O Tribunal do Júri do Rio de Janeiro condenou nesta quarta-feira (4) o ex-vereador Jairinho a 43 anos, 9 meses e 20 dias de prisão pela morte do menino Henry Borel, de 4 anos.

No mesmo julgamento, a mãe da criança, Monique Medeiros, teve um desfecho distinto: embora tenha sido condenada por omissão diante da tortura sofrida pelo filho, com pena de 1 ano e 4 meses de detenção já considerada cumprida, ela foi beneficiada com perdão judicial no que diz respeito à acusação de homicídio.

O Conselho de Sentença desclassificou a imputação de homicídio doloso contra Monique para homicídio culposo, e a juíza responsável pelo caso aplicou o perdão judicial, encerrando a possibilidade de punição nesse ponto da denúncia.

Ao longo do julgamento, o Ministério Público apresentou vídeos, imagens de câmeras de segurança e laudos periciais para sustentar a acusação. Foram ouvidos delegados, peritos, médicos legistas, familiares, babás e os próprios réus.

Durante o interrogatório, Monique afirmou pela primeira vez acreditar que Jairinho teria sido o responsável pelas agressões contra Henry. Em diversos momentos das sessões, ela se emocionou ao acompanhar os depoimentos e sustentações.

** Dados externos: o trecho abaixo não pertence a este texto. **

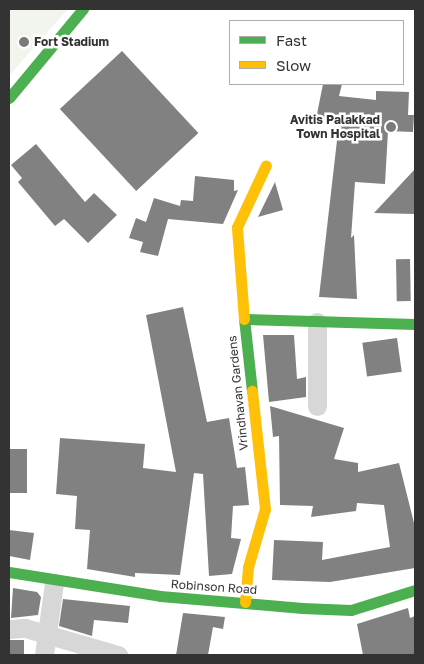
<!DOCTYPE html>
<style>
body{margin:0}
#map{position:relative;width:424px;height:664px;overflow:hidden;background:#fff;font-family:"Golos Text",sans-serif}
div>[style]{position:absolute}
.green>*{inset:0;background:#f1f5ed}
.building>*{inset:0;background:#818181;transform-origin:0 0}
.street>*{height:19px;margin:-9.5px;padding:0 9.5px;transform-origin:9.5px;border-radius:9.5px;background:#d7d7d7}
.fast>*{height:11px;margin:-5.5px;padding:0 5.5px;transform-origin:5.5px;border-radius:5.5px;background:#4caf50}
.slow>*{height:11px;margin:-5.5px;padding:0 5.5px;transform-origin:5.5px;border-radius:5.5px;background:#ffc107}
.dots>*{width:14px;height:14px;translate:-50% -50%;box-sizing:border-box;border:2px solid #fff;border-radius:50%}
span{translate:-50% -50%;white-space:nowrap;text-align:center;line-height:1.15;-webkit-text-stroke:5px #fff;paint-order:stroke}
.poi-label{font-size:12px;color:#333;font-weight:700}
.left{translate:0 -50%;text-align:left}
.right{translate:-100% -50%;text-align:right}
.street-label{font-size:12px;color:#333}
.frame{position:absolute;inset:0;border:10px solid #333;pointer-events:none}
.legend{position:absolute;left:229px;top:20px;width:175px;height:65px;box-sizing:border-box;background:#fff;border:1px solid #adadad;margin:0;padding:6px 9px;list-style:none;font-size:15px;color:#333}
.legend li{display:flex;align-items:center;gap:10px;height:25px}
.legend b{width:25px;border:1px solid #adadad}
</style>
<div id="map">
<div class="green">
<i style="clip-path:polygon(9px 9px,68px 9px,9px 76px)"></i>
</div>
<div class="building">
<i style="left:122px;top:51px;width:112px;height:85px;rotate:47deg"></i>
<i style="clip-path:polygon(323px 84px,342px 84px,339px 96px,376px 100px,376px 91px,409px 92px,408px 115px,414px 115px,413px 132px,388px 131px,385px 184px,355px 182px,351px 238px,354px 235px,357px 299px,319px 297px,339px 123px,316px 119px)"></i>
<i style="clip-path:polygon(36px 144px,85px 202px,94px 193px,117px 215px,88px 243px,64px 219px,55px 226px,18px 182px,22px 178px,11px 165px)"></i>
<i style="clip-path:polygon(415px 169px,415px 214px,374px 213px)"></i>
<i style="clip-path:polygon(195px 176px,234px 180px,234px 191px,238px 190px,223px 224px,168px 219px,158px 256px,140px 252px,143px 242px,129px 238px,136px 218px,146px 222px,154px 198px,180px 206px,181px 200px,193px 201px)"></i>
<i style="clip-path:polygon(275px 182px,283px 210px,258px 217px)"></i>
<i style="left:410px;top:259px;width:42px;height:14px;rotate:89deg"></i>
<i style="clip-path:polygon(183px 307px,207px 422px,229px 418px,237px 468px,245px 467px,249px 505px,233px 506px,231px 538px,241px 539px,232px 574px,209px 576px,203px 474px,194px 473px,180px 575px,135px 573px,135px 577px,87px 569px,90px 530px,75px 529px,77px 496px,56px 494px,60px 438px,145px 444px,143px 468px,176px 472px,146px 315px)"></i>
<i style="clip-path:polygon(263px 335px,294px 335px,297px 379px,306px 377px,306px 397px,269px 402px)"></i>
<i style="left:397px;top:338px;width:34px;height:35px;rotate:82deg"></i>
<i style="clip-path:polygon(270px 406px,344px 428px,334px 459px,358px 463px,358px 472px,399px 463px,415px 527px,415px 568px,330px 582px,272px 580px,274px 540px,323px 542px,322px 560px,390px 547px,384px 505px,357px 503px,356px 511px,311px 517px,313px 506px,280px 505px,279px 436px,273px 437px)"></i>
<i style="left:10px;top:449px;width:17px;height:44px"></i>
<i style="clip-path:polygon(9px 530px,34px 533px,30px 560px,9px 556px)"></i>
<i style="clip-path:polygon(13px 588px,37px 592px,41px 597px,38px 615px,11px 618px)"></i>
<i style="clip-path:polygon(63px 599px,130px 606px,128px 623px,94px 620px,92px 636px,59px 626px)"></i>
<i style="clip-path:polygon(408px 608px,410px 618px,415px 616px,415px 655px,363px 655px,357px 624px)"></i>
<i style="clip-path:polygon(183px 613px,225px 617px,223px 629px,213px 627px,208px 655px,176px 655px)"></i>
<i style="left:9px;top:640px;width:15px;height:15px"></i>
</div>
<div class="street">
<i style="left:317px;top:406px;width:84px;rotate:-90deg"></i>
<i style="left:9px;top:629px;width:16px;rotate:-4deg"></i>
<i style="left:25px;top:628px;width:97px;rotate:16.2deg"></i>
<i style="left:44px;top:655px;width:73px;rotate:-82.1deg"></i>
</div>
<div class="fast">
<i style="left:9px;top:98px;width:116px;rotate:-50.3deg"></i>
<i style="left:252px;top:391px;width:72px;rotate:-96.3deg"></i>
<i style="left:244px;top:319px;width:171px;rotate:1.7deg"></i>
<i style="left:9px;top:572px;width:153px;rotate:9deg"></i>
<i style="left:160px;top:596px;width:143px;rotate:4.8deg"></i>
<i style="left:302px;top:608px;width:49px;rotate:2.3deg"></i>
<i style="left:351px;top:610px;width:67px;rotate:-17.4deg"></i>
</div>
<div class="slow">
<i style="left:244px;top:319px;width:92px;rotate:-94.4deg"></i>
<i style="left:237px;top:227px;width:68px;rotate:-64.9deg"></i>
<i style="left:245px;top:602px;width:35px;rotate:-85deg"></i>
<i style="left:248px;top:567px;width:60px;rotate:-73.7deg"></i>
<i style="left:265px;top:509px;width:119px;rotate:-96.3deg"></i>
</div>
<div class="dots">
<i style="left:24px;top:42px;background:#7a7a7a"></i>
<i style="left:391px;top:127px;background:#7a7a7a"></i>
</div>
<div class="poi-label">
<span class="left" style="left:34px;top:42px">Fort Stadium</span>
<span class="right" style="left:380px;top:127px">Avitis Palakkad<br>Town Hospital</span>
</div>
<div class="street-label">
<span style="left:238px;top:393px;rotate:-96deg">Vrindhavan Gardens</span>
<span style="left:214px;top:587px;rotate:4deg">Robinson Road</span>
</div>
<div class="frame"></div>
<ul class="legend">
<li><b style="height:6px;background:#4caf50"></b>Fast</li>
<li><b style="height:6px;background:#ffc107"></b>Slow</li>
</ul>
</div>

A defesa de Monique sustentou que ela teria sido vítima de um relacionamento abusivo e violência psicológica, enquanto a acusação defendeu sua responsabilização por omissão diante das agressões.

Já Jairinho negou as acusações ao longo de todo o processo. Ao final, o júri reconheceu sua responsabilidade direta na morte de Henry Borel, resultando na condenação mais severa do caso.